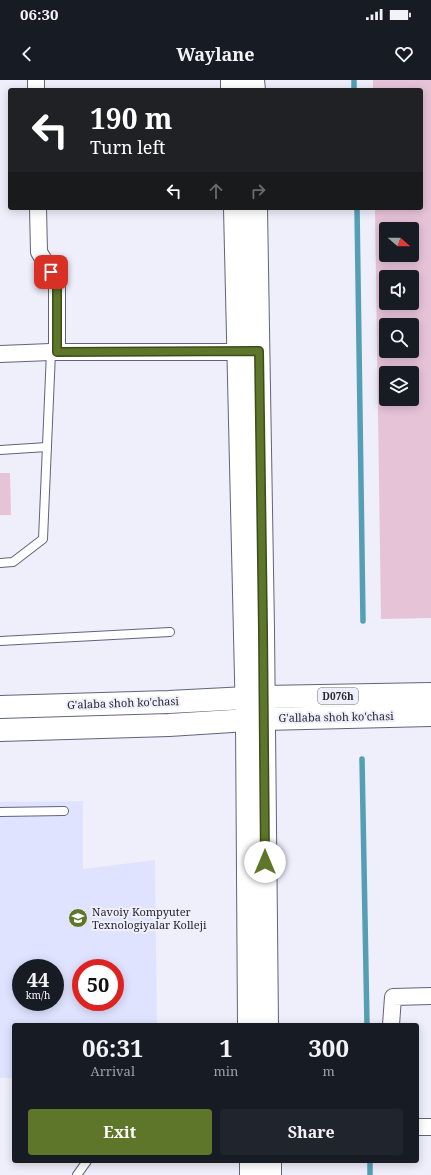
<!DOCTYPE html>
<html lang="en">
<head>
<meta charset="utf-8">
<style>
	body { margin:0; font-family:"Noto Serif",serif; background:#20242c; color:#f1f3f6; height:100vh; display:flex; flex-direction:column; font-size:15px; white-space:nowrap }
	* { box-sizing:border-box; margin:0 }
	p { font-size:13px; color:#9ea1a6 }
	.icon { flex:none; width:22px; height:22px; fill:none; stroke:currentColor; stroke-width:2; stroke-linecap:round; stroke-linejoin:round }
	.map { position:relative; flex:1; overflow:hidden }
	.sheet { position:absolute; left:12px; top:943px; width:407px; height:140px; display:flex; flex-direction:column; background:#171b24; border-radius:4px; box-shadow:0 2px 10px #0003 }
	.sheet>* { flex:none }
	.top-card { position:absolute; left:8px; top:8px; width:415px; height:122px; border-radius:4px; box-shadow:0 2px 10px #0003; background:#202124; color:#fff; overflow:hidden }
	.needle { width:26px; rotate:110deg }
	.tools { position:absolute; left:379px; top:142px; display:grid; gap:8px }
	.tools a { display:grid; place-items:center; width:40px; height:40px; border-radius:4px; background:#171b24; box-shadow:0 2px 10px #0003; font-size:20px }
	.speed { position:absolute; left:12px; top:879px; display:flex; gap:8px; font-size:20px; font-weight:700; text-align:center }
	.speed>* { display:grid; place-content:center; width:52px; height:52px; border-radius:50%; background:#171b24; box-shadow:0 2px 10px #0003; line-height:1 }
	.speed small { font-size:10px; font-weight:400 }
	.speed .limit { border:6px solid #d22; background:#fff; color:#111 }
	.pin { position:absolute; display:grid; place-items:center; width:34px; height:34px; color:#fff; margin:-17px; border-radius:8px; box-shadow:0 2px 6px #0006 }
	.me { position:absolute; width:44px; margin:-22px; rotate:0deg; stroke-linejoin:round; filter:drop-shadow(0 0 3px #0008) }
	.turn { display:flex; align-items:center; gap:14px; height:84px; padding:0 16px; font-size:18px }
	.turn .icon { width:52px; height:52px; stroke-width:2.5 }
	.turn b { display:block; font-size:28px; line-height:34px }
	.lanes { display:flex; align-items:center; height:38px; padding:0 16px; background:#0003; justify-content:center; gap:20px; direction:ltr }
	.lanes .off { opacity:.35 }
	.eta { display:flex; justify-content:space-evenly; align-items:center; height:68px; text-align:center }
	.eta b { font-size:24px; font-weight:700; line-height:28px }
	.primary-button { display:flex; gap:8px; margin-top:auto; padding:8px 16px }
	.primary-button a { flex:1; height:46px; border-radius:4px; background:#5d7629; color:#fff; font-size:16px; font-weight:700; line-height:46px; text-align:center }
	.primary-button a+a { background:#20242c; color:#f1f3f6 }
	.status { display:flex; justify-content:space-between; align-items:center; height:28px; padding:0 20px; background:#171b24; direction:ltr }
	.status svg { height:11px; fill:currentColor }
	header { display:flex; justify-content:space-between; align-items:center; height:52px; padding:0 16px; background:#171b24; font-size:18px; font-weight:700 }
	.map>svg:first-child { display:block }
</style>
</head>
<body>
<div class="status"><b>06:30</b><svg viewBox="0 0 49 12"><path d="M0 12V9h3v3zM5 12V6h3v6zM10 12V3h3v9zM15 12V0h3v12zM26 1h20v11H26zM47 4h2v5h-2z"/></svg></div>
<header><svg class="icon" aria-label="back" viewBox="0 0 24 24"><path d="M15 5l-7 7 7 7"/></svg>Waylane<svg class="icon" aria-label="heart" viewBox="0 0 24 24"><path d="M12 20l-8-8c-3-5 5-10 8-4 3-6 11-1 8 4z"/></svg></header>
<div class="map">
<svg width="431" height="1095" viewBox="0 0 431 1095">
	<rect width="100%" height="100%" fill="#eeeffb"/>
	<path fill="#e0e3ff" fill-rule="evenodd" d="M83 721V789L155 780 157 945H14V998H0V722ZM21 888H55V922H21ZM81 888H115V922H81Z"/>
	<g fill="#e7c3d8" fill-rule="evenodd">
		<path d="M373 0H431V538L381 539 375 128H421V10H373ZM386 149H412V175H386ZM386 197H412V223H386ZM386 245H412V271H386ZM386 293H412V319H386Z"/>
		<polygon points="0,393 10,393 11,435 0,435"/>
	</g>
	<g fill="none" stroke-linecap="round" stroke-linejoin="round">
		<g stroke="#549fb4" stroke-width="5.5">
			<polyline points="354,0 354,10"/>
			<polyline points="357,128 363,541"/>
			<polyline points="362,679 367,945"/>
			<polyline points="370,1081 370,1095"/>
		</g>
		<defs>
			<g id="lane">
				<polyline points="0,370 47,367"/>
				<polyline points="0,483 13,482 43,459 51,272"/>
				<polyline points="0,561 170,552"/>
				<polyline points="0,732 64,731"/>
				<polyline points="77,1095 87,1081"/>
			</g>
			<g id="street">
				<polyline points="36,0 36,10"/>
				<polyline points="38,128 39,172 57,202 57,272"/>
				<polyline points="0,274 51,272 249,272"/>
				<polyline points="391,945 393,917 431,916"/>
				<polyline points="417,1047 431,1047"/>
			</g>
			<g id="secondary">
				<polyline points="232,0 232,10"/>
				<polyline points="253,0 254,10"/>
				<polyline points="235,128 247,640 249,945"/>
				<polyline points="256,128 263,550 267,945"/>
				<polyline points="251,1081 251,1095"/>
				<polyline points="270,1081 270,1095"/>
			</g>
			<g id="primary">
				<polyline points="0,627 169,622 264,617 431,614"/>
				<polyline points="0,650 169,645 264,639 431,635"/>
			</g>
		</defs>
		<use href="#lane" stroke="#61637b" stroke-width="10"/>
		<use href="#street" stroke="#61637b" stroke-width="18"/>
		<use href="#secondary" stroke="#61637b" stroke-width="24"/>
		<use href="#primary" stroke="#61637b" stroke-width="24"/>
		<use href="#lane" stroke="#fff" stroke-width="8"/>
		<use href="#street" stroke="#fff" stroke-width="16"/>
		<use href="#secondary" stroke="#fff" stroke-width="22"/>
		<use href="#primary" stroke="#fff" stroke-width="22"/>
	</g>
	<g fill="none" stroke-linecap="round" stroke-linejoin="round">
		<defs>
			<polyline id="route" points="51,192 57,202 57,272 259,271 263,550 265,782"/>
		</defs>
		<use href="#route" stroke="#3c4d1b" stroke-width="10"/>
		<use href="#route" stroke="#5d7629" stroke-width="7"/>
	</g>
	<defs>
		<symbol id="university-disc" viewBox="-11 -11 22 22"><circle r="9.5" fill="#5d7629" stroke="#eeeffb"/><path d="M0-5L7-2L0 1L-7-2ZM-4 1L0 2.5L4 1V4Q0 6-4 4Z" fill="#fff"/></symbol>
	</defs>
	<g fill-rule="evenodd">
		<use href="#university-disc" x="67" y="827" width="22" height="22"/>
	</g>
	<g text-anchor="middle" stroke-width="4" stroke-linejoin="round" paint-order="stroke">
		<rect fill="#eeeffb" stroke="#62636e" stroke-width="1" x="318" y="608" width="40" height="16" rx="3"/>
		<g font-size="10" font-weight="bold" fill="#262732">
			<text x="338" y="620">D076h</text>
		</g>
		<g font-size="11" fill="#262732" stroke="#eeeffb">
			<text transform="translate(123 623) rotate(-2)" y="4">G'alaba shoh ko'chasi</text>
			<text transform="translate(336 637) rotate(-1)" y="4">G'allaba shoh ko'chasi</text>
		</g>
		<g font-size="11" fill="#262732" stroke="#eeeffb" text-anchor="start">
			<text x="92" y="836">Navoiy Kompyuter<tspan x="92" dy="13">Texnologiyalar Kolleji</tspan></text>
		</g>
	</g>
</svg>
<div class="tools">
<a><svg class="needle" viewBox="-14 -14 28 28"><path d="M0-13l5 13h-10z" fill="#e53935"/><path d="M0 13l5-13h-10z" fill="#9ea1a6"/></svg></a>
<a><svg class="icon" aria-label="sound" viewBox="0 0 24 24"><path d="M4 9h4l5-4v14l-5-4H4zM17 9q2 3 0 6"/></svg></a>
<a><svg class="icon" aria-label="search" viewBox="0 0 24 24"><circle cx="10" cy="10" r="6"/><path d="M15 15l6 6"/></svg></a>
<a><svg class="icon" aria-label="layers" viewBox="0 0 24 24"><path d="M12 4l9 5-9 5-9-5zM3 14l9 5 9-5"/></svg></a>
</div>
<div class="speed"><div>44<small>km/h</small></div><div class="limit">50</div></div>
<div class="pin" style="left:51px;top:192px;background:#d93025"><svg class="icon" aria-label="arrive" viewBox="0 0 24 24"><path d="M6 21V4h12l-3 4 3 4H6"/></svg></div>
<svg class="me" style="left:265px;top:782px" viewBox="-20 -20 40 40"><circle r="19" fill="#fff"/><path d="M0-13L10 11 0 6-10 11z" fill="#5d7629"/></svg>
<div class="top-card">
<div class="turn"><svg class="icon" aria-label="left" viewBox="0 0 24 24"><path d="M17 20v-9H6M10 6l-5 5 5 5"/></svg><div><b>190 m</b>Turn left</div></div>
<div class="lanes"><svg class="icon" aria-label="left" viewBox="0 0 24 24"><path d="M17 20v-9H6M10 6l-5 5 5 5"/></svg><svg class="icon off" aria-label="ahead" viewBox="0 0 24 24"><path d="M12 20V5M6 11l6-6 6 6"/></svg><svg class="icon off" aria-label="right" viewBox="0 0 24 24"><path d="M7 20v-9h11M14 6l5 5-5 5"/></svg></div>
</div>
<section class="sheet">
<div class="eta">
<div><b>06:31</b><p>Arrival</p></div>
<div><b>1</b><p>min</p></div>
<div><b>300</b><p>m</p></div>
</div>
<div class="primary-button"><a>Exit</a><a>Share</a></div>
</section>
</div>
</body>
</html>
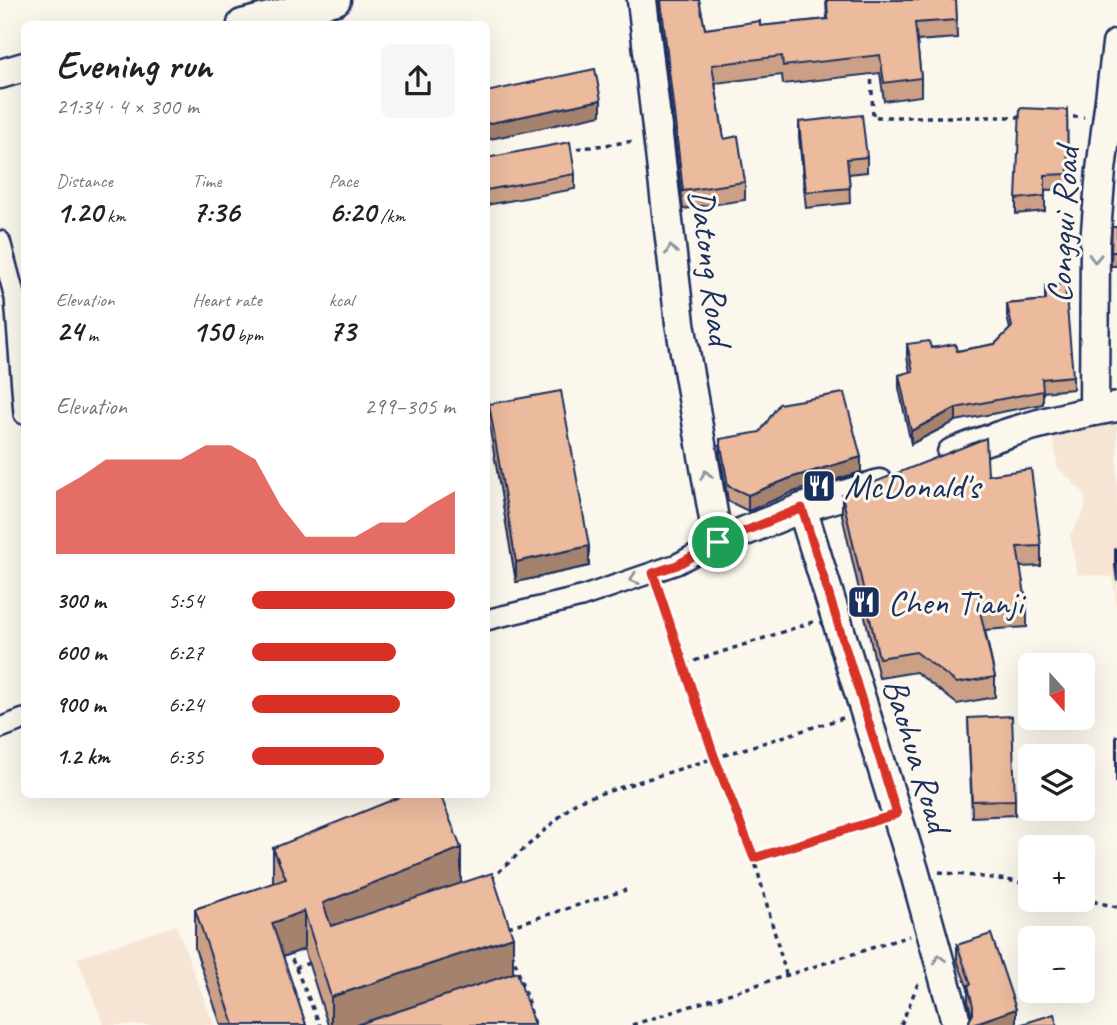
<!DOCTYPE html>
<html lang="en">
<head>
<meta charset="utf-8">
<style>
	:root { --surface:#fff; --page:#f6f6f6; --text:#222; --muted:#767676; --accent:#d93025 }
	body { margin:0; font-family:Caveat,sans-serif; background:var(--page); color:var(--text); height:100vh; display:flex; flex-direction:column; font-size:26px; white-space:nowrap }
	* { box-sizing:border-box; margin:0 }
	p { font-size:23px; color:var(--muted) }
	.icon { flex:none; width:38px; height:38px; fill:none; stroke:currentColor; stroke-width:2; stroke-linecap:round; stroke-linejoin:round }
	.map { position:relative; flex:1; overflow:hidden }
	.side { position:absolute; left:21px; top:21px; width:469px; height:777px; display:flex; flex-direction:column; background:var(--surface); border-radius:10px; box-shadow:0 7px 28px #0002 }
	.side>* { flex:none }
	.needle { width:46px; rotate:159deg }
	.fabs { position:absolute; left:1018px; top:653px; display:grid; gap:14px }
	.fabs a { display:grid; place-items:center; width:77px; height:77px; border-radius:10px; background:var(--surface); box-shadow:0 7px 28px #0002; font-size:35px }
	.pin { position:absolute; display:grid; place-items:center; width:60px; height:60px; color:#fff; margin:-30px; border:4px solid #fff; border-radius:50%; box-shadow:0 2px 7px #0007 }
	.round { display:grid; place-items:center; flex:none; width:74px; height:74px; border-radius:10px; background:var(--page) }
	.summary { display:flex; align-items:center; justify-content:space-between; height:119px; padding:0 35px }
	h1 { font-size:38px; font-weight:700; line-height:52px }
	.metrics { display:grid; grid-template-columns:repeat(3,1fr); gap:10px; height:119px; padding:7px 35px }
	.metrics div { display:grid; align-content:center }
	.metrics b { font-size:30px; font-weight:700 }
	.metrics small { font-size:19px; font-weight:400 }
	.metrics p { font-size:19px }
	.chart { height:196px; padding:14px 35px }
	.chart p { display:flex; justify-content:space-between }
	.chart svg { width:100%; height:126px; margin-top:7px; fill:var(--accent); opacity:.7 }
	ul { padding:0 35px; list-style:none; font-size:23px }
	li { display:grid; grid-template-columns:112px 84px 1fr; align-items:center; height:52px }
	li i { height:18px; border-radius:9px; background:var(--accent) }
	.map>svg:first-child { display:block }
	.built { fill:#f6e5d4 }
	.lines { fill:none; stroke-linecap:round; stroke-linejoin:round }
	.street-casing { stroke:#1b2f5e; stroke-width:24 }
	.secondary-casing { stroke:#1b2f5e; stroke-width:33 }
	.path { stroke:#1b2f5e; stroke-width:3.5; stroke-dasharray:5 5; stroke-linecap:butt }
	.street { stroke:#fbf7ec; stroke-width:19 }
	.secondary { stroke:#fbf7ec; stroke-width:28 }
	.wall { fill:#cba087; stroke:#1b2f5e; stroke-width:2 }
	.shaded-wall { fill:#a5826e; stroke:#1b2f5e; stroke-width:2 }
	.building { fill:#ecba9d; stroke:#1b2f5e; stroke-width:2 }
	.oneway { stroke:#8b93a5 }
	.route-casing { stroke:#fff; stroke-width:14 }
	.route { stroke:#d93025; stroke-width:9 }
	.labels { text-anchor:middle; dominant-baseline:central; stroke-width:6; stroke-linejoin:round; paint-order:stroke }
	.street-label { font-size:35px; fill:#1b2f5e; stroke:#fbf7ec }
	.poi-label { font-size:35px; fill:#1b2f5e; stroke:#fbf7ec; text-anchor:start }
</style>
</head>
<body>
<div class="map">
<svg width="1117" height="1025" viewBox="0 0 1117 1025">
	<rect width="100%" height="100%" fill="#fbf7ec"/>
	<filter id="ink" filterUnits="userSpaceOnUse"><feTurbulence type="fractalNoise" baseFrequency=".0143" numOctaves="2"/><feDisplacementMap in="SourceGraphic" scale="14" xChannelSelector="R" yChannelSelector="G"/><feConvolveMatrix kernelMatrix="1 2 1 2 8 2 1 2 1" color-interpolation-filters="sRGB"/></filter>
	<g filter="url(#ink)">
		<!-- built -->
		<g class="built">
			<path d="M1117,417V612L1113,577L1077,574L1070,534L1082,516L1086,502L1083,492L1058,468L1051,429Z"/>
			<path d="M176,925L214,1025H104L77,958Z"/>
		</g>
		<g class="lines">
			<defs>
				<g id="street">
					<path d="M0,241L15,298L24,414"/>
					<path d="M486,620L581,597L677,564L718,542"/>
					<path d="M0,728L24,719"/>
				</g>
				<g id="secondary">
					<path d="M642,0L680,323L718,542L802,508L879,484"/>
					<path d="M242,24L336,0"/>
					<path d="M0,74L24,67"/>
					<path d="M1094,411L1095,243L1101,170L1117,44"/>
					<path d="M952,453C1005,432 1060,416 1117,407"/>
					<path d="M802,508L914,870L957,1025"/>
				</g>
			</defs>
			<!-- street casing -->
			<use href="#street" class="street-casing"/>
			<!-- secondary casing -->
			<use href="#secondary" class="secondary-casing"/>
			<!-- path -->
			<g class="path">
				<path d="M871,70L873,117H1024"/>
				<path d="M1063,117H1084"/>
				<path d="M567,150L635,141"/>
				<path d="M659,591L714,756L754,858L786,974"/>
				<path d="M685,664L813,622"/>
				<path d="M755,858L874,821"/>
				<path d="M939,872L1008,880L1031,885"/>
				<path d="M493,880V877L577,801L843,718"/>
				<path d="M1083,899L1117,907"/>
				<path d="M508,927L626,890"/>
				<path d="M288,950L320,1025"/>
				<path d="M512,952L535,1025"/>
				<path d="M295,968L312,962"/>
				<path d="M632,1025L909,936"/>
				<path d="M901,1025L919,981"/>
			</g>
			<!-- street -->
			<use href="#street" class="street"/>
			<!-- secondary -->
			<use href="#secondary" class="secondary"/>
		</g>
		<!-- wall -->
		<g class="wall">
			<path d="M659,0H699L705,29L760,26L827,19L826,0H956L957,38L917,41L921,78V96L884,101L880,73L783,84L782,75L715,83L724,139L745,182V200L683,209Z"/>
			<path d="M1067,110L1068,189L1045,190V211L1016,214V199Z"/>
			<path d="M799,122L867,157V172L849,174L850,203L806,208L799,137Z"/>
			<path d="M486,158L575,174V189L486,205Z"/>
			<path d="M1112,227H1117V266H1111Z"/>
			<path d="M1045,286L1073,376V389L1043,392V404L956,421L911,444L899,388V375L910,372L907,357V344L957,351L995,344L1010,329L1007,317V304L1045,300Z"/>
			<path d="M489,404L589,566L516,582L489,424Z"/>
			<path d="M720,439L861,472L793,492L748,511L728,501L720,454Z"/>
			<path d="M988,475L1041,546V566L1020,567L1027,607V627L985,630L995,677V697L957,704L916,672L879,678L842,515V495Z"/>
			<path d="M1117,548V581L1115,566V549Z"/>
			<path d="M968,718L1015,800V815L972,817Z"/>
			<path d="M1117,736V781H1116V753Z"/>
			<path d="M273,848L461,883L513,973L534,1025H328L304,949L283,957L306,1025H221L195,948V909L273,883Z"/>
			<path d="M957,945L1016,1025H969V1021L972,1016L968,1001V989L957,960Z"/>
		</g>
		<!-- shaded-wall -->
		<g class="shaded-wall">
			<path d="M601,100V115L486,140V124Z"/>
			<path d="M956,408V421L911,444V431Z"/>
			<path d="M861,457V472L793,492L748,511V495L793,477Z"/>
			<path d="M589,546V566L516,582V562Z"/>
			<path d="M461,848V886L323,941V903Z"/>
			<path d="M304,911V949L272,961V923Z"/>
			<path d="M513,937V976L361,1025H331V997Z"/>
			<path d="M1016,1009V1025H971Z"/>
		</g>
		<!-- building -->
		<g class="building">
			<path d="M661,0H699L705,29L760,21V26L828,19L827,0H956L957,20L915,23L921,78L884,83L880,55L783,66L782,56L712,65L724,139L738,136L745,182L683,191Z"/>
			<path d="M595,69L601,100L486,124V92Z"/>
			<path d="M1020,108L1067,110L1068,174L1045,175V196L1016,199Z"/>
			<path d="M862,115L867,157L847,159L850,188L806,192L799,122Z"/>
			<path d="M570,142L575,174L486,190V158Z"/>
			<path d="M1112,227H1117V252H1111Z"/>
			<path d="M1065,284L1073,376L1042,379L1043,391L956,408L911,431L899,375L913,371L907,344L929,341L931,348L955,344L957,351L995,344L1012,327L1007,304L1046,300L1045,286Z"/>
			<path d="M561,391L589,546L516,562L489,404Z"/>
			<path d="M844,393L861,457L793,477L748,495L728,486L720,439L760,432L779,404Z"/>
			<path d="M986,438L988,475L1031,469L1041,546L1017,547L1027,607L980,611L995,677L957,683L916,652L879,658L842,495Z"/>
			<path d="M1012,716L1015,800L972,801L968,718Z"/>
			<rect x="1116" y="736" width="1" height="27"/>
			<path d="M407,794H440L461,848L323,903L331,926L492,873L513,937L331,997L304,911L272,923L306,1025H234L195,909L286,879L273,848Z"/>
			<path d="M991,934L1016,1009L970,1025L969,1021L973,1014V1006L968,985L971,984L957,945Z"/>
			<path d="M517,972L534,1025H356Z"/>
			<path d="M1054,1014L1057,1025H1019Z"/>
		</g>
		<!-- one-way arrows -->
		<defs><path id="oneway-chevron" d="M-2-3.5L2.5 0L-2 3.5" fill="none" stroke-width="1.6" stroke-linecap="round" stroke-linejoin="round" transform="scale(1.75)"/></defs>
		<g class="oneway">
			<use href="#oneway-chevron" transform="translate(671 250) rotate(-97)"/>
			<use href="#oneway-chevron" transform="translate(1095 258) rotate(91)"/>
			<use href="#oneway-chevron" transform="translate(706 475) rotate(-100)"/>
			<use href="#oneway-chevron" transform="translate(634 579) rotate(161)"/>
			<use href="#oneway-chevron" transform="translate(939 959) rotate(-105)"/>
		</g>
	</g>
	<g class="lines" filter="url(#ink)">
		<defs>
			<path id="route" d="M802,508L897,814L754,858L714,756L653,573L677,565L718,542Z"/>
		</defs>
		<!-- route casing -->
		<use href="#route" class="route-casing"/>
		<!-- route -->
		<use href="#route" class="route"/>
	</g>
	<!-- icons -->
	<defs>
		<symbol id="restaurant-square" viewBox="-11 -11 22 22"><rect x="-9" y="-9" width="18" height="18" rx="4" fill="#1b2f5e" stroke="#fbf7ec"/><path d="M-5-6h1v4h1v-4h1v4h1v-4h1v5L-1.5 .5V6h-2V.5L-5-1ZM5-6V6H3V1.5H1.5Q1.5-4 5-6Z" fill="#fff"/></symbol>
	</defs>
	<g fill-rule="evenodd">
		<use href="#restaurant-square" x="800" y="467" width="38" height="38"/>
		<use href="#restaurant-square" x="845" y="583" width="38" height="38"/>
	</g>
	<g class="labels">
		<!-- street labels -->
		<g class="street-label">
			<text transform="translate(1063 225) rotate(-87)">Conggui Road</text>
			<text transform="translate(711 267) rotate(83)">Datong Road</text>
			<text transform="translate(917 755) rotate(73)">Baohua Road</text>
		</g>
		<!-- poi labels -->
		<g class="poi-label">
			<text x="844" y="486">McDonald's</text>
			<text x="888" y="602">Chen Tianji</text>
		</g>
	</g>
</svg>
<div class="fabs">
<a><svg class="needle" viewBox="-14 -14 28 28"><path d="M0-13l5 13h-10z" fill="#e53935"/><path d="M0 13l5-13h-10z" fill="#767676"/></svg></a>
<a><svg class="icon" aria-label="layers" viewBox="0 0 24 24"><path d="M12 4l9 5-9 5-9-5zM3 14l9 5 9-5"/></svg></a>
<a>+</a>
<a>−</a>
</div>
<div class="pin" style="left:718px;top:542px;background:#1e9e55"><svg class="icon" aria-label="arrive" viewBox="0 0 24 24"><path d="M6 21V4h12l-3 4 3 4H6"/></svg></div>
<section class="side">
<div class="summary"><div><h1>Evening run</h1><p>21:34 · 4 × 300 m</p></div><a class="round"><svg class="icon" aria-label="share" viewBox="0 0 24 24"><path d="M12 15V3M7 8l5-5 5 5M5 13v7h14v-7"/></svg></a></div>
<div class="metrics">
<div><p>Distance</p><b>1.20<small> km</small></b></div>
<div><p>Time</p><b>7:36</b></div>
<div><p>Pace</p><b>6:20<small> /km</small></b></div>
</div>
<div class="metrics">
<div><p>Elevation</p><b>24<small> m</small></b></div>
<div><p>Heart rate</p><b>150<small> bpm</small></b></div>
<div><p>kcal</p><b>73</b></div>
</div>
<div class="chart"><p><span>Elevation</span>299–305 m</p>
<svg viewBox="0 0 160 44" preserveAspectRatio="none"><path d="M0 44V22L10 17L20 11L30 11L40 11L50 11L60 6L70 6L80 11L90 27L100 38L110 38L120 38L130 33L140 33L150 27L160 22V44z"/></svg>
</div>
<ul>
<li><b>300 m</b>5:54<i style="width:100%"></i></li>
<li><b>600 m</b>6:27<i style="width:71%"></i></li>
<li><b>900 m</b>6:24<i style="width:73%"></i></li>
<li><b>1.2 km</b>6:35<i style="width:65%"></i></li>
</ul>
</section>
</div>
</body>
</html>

**Directions for this task**
In the data above, find each line that uses the string "solid". Copy it.

**Written solution**
	.speed .limit { border:6px solid #d22; background:#fff; color:#111 }
	.pin { position:absolute; display:grid; place-items:center; width:60px; height:60px; color:#fff; margin:-30px; border:4px solid #fff; border-radius:50%; box-shadow:0 2px 7px #0007 }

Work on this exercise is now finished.